Saturday, May 31, 2008

farmdoc's blog post number 41

Sharon Stone, apparently a well-known actress, has opined that the recent major earthquake in China was bad karma after Beijing’s policy in Tibet. While anyone is entitled to an opinion, I am amazed Ms Stone’s pap has been so widely publicised. As if her being famous in some way gains her insight into, or privileged access to, the truth. ‘Get real, farmdoc,’ you may respond, ‘we live in an age of celebrity’. I see that, but I also see people who are famous for being famous accreting untold wealth and conspicuously flaunting it. These people – A-listers, eh – are attention seekers. But are they role models, or objects of morbid curiosity, or both?
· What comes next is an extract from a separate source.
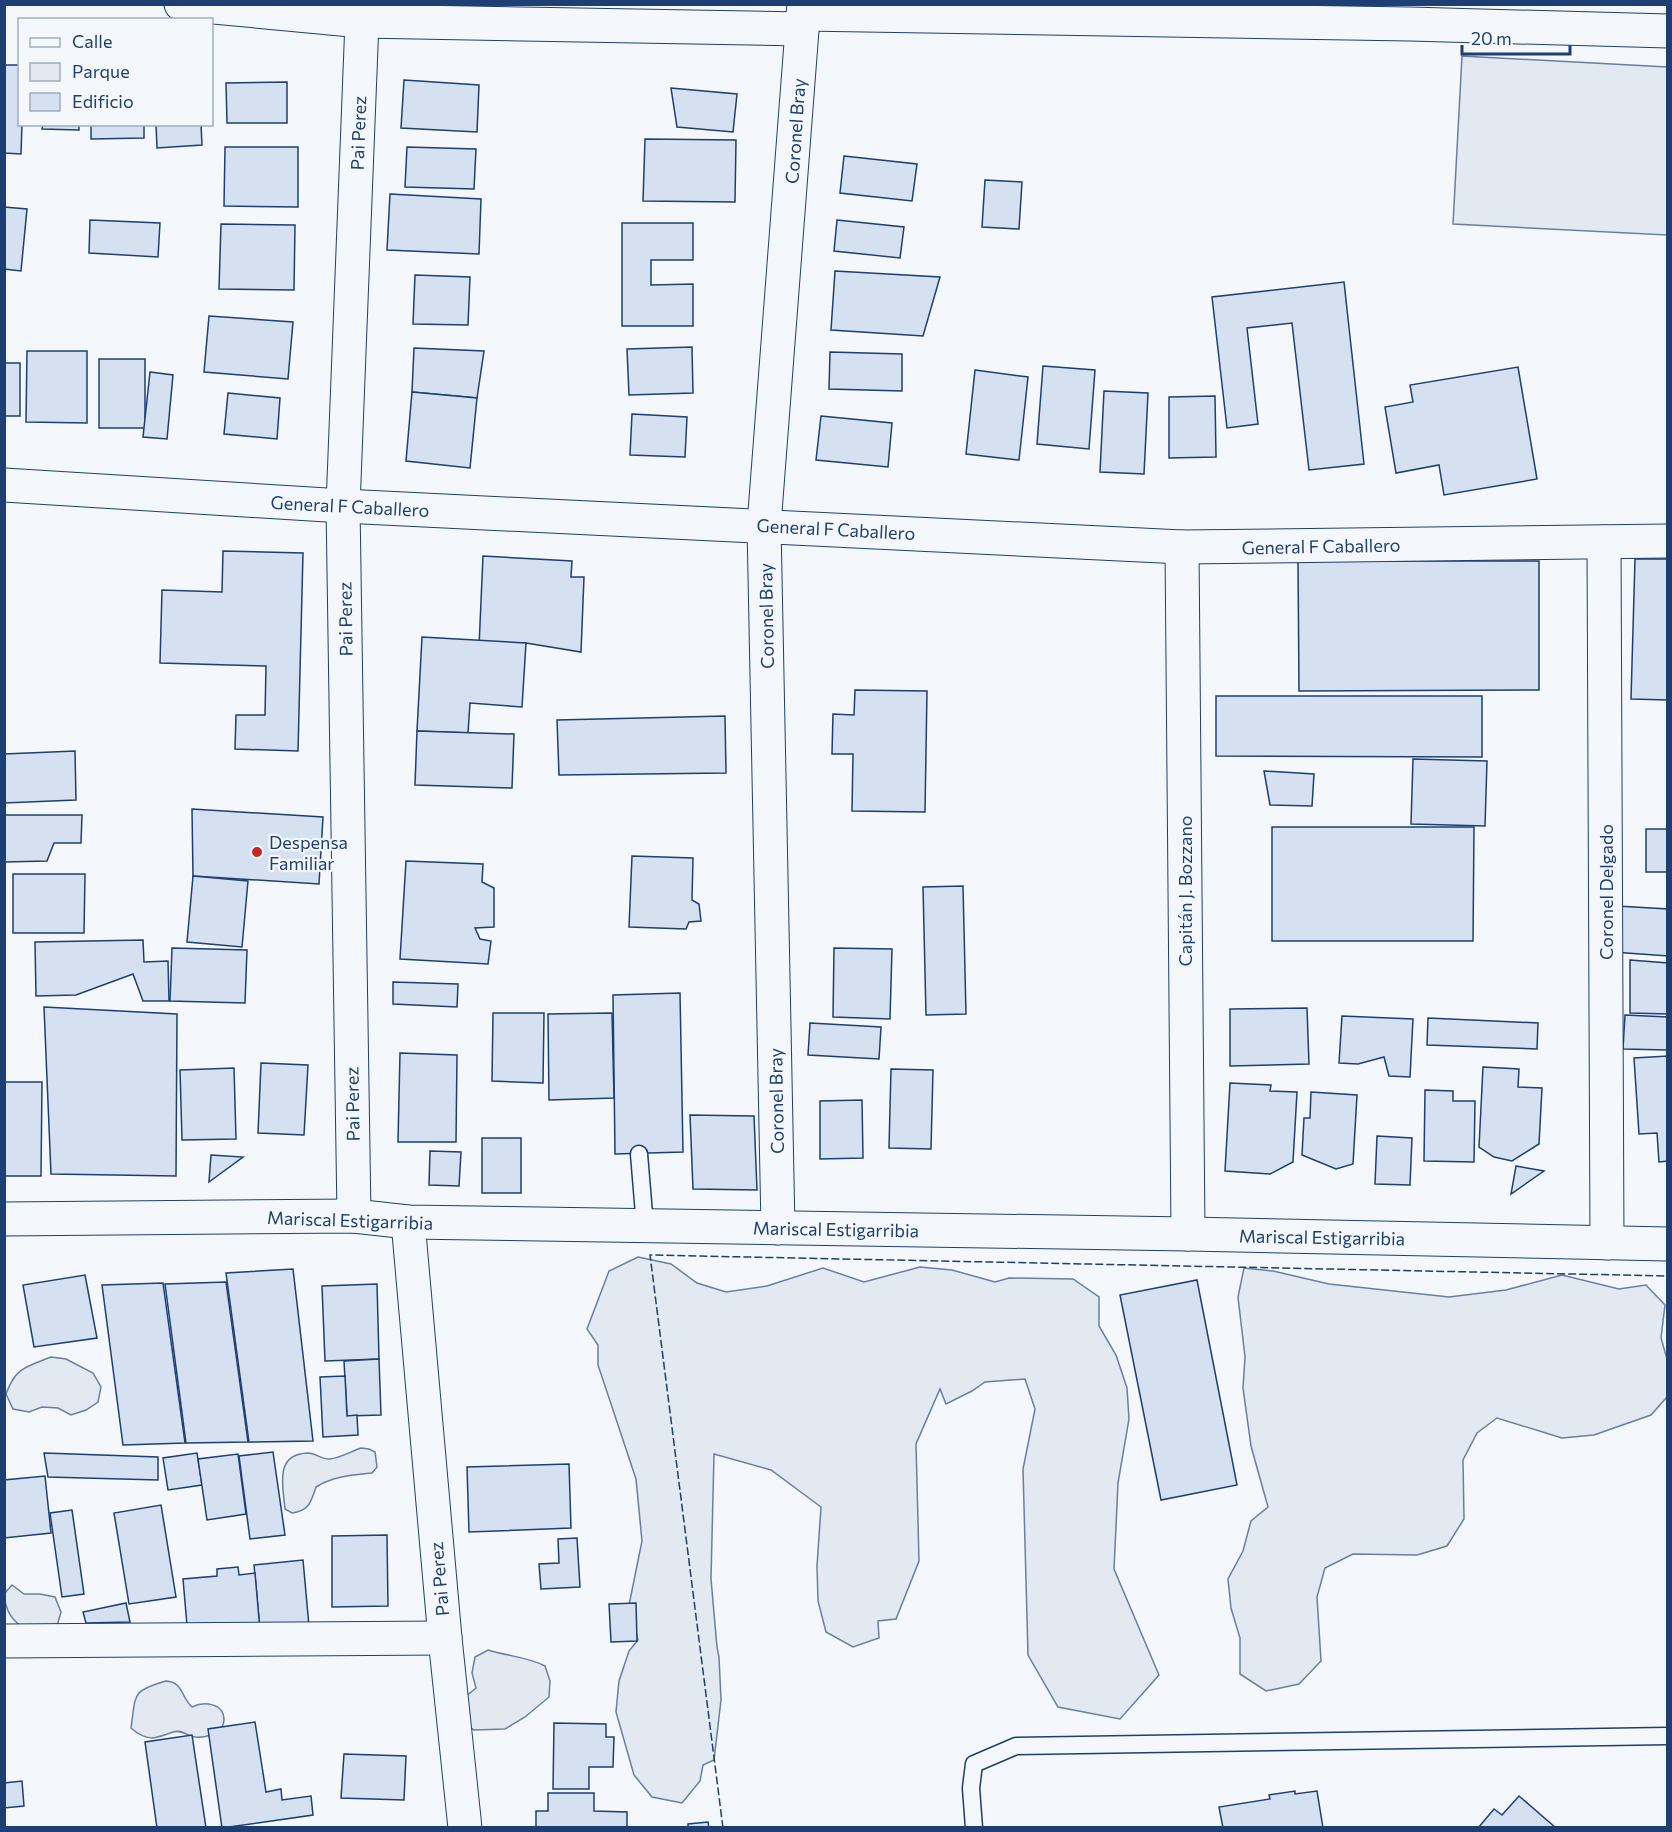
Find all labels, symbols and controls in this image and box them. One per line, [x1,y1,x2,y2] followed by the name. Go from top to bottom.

Perhaps as role models they are harmless because their material wealth – and maybe also their appearance, carefully manufactured by publicly invisible retinues – is well beyond the reach of everyman. But it’s their opinions that worry me. Mel Gibson’s anti-semitism, for instance, attributed by him to alcohol (which to my knowledge is a disinhibiter and not a changer of cognition). Celebrities have ready if not unlimited access to the media. And the primary objective of the media is to sell advertising which, they have manifestly decided, they can help achieve by reporting celebrities’ opinions however bizarre they are. Indeed the more bizarre, the better. Is the end of this madness imminent? No.